- [Data to use]
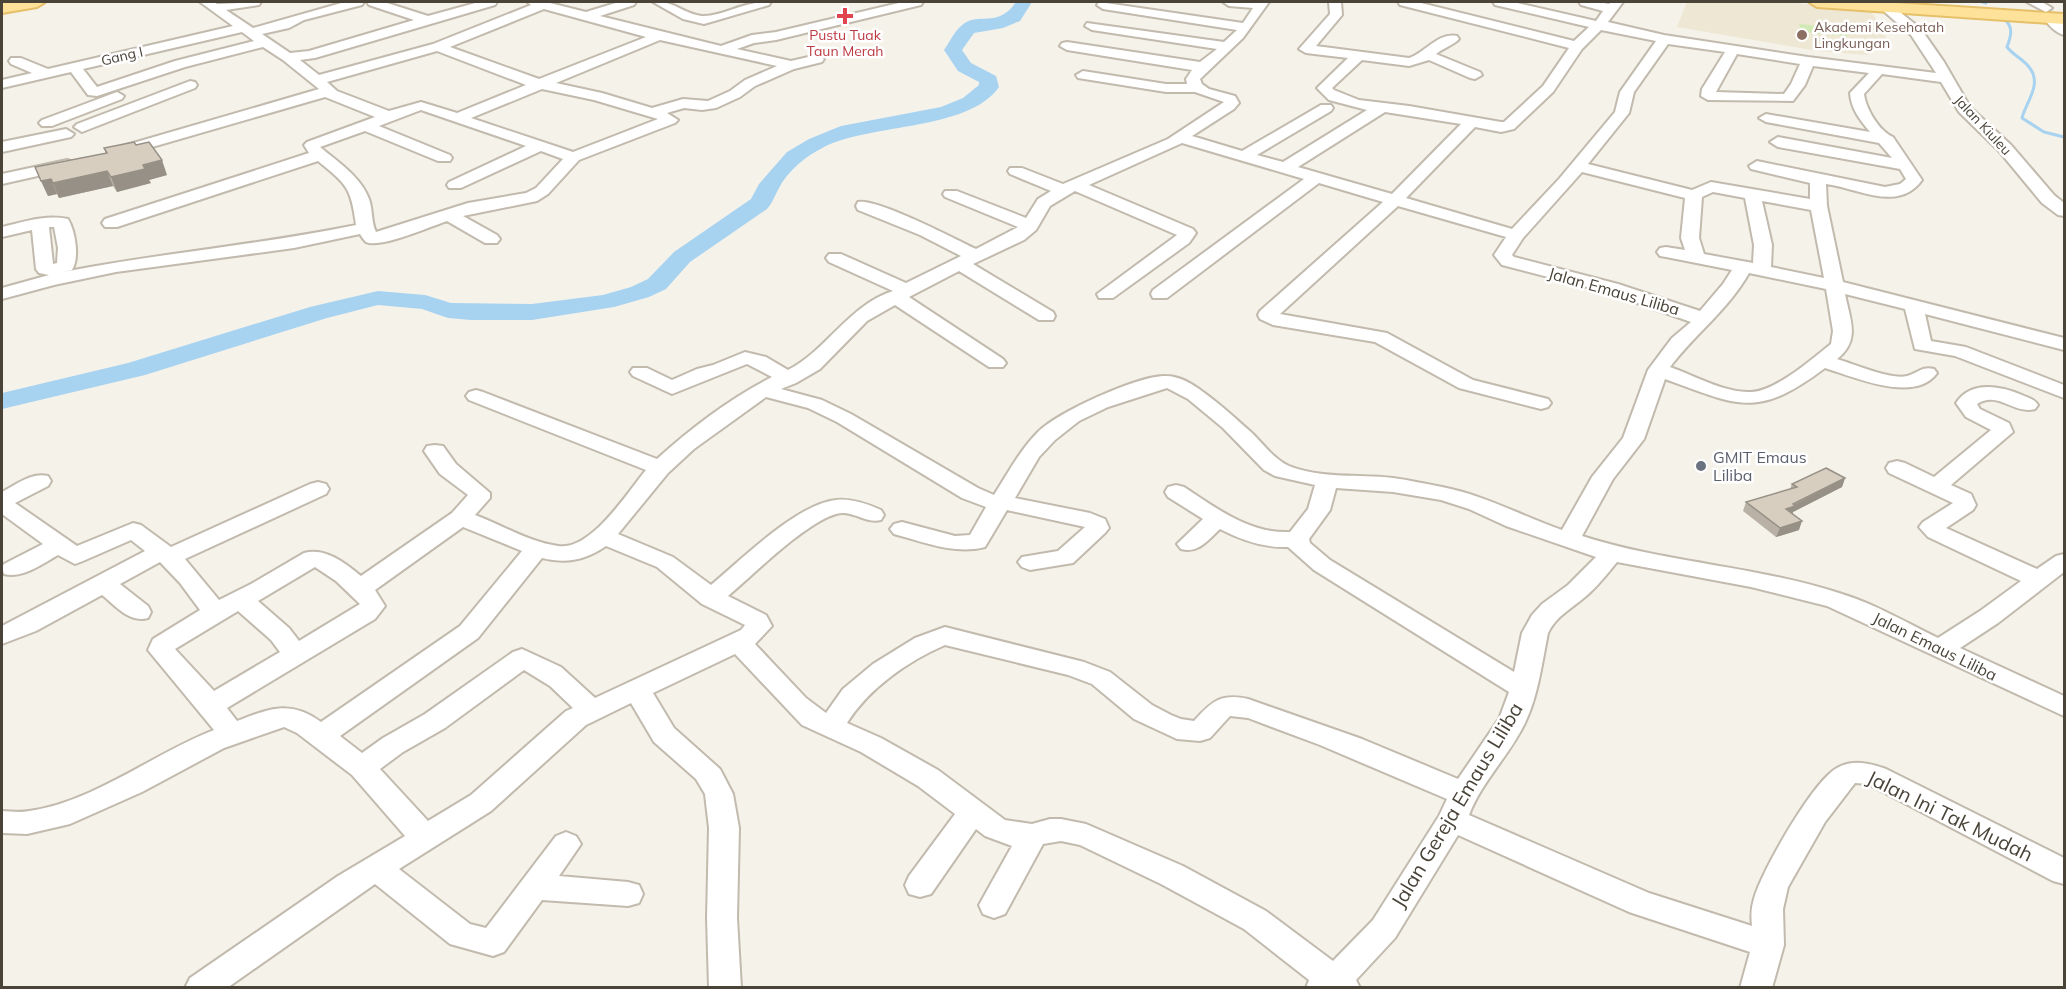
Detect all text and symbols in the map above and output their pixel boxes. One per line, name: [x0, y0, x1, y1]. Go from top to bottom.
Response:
marker: Pustu Tuak Taun Merah: [836, 7, 854, 25]
place label: Akademi Kesehatah Lingkungan: [1814, 18, 1944, 52]
place label: Pustu Tuak Taun Merah: [807, 26, 883, 60]
marker: Akademi Kesehatah Lingkungan: [1795, 28, 1809, 42]
street label: Gang I: [99, 42, 145, 70]
street label: Jalan Kiuleu: [1951, 91, 2015, 159]
street label: Jalan Emaus Liliba: [1546, 263, 1682, 319]
place label: GMIT Emaus Liliba: [1713, 447, 1807, 485]
marker: GMIT Emaus Liliba: [1694, 459, 1708, 473]
street label: Jalan Emaus Liliba: [1870, 607, 2000, 685]
street label: Jalan Gereja Emaus Liliba: [1385, 698, 1528, 912]
street label: Jalan Ini Tak Mudah: [1863, 764, 2037, 867]

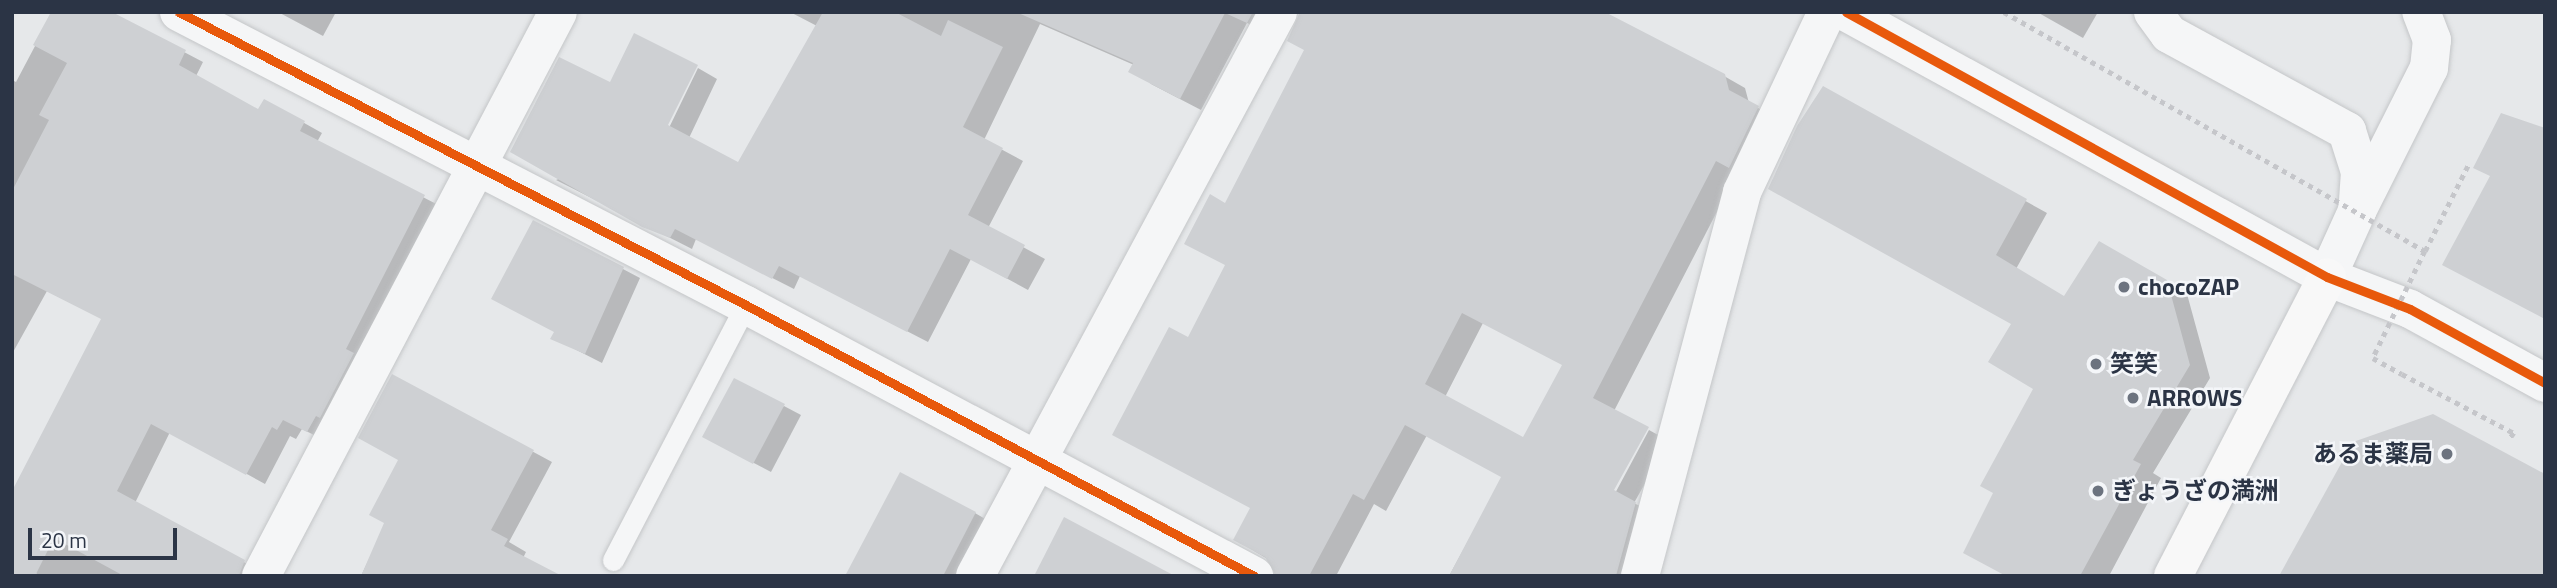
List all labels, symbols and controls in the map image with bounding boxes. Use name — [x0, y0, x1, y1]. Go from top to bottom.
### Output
place label: chocoZAP — [2138, 273, 2239, 301]
marker: chocoZAP — [2116, 279, 2132, 295]
place label: 笑笑 — [2110, 350, 2158, 378]
marker: 笑笑 — [2088, 356, 2104, 372]
place label: ARROWS — [2147, 384, 2242, 412]
marker: ARROWS — [2125, 390, 2141, 406]
place label: あるま薬局 — [2313, 440, 2433, 468]
marker: あるま薬局 — [2439, 446, 2455, 462]
place label: ぎょうざの満洲 — [2112, 477, 2280, 505]
marker: ぎょうざの満洲 — [2090, 483, 2106, 499]
scale bar — [32, 514, 180, 558]
text: 20 m — [41, 524, 87, 556]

- [Aim of the task] If an entry contains an image, skip the image and return the rest of the listing unchanged.

- [Exercise response]
Detect all text and symbols in the map above and output their pixel boxes. One per line, name: [x0, y0, x1, y1]. Go from top to bottom.
Response:
marker: Pustu Tuak Taun Merah: [836, 7, 854, 25]
place label: Akademi Kesehatah Lingkungan: [1814, 18, 1944, 52]
place label: Pustu Tuak Taun Merah: [807, 26, 883, 60]
marker: Akademi Kesehatah Lingkungan: [1795, 28, 1809, 42]
street label: Gang I: [99, 42, 145, 70]
street label: Jalan Kiuleu: [1951, 91, 2015, 159]
street label: Jalan Emaus Liliba: [1546, 263, 1682, 319]
place label: GMIT Emaus Liliba: [1713, 447, 1807, 485]
marker: GMIT Emaus Liliba: [1694, 459, 1708, 473]
street label: Jalan Emaus Liliba: [1870, 607, 2000, 685]
street label: Jalan Gereja Emaus Liliba: [1385, 698, 1528, 912]
street label: Jalan Ini Tak Mudah: [1863, 764, 2037, 867]

List all labels, symbols and controls in the map image with bounding boxes. Use name — [x0, y0, x1, y1]. Go from top to bottom.
### Output
place label: chocoZAP — [2138, 273, 2239, 301]
marker: chocoZAP — [2116, 279, 2132, 295]
place label: 笑笑 — [2110, 350, 2158, 378]
marker: 笑笑 — [2088, 356, 2104, 372]
place label: ARROWS — [2147, 384, 2242, 412]
marker: ARROWS — [2125, 390, 2141, 406]
place label: あるま薬局 — [2313, 440, 2433, 468]
marker: あるま薬局 — [2439, 446, 2455, 462]
place label: ぎょうざの満洲 — [2112, 477, 2280, 505]
marker: ぎょうざの満洲 — [2090, 483, 2106, 499]
scale bar — [32, 514, 180, 558]
text: 20 m — [41, 524, 87, 556]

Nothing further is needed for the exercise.